Results: Results of present meta-analysis identified an association between recessive AA Vs GG+AG genotype and PD in Asian population but no association between BDNF 196 G/A polymorphism and PD in European population. On the other hand, association between BDNF 270 C/T allele in overall studies was observed for T Vs C allelic contrast and dominant TT+TC Vs CC genotype.
Conclusion: Our meta-analysis demonstrate that the evidence for associations between BDNF polymorphisms (G196A and C270T) and PD risk for few allele and genotype combinations are present but is ethnicity dependent.
Keywords: BDNF; G196A; C270T; Parkinson’s Disease; Polymorphism; Meta-Analysis; Trial Sequential Analysis
Parkinson’s disease (PD) is the most common neurodegenerative disorder, clinically characterized by resting tremor, rigidity, gait abnormalities, postural imbalance and bradykinesia [1]. These underlying pathological events in PD result from the death of dopamine- generating cells in the region of the midbrain [2]. Although the etiology of PD is not fully known, the studies had already shown the role of both genetic factors [3,4] and environmental factors [5] in the pathogenesis of PD [6]. The brain-derived neurotrophic factor (BDNF) gene, encoding a nerve growth factor, and promoting the survival of dopaminergic neurons in the substantia nigra, is highly expressed in the nervous system [7,8]. Decreased BDNF mRNA expression and protein have been observed in the substantia nigra of PD patients [9,10] making BDNF, an important candidate gene for PD risk. Based on these observations, several molecular epidemiological studies have investigated the association of BDNF G196A (rs6265) and C270T (rs56164415) Single Nucleotide Polymorphisms (SNPs) with PD risk in different populations (Table 1). However, the findings from these studies for the probable association between these two SNPs on the susceptibility of PD remain inconsistent.

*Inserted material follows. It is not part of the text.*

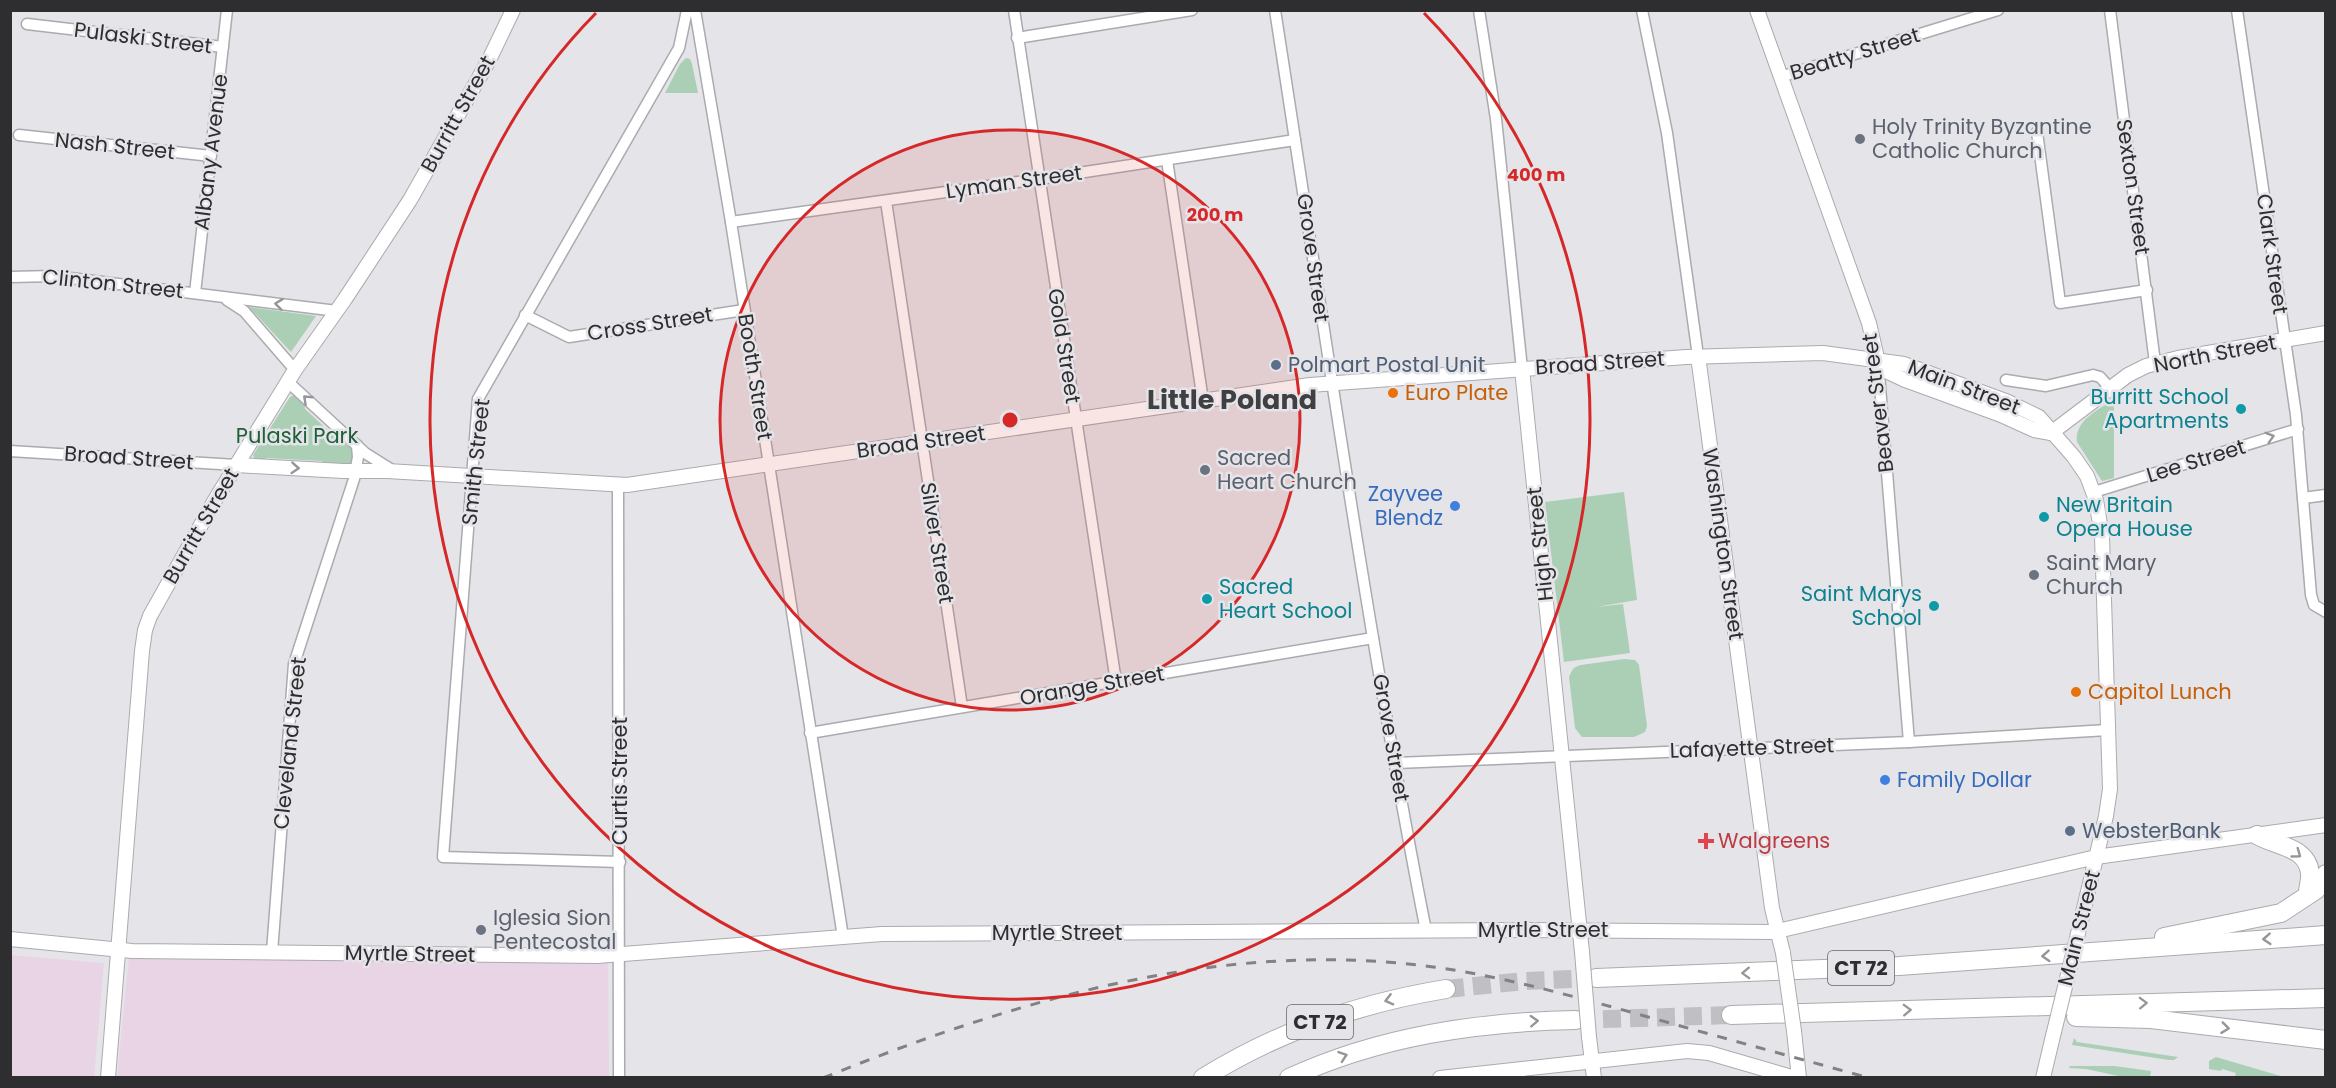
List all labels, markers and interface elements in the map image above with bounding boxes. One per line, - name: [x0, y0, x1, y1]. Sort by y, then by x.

So, in an attempt to resolve these contradictory results, we performed this meta-analysis by collecting and sorting previously published case-control studies to make a more comprehensive and convincing evaluation of the overall and ethnicity specific PD risk associated with this polymorphism, as well as to evaluate this polymorphism as potential marker for screening of PD. Here we report the largest and comprehensive systematic review and meta-analysis to date, which uses an extensive search of observational studies to calculate the association of BDNF gene polymorphisms G196A and C270T for PD risk. Moreover, we also conducted Trial Sequential Analysis (TSA) of all the published case-control studies in the hope of providing more precise evidence.
Preferred Reporting Items for Systematic Reviews and Meta- Analyses (PRISMA) 2009 guidelines for systematic review and meta-analysis and the Cochrane Collaboration definition of both terms were followed for this work [11,12]. Literature search was carried out within PubMed (Medline), EMBASE and Science Direct database up to June, 2018, using the keywords- bdnf, gene, patient, polymorphism and Parkinson disease. Then, potentially relevant publications and studies were retrieved by examining their titles and abstracts and matching the eligible criteria, as done in the previous meta-analysis study [13].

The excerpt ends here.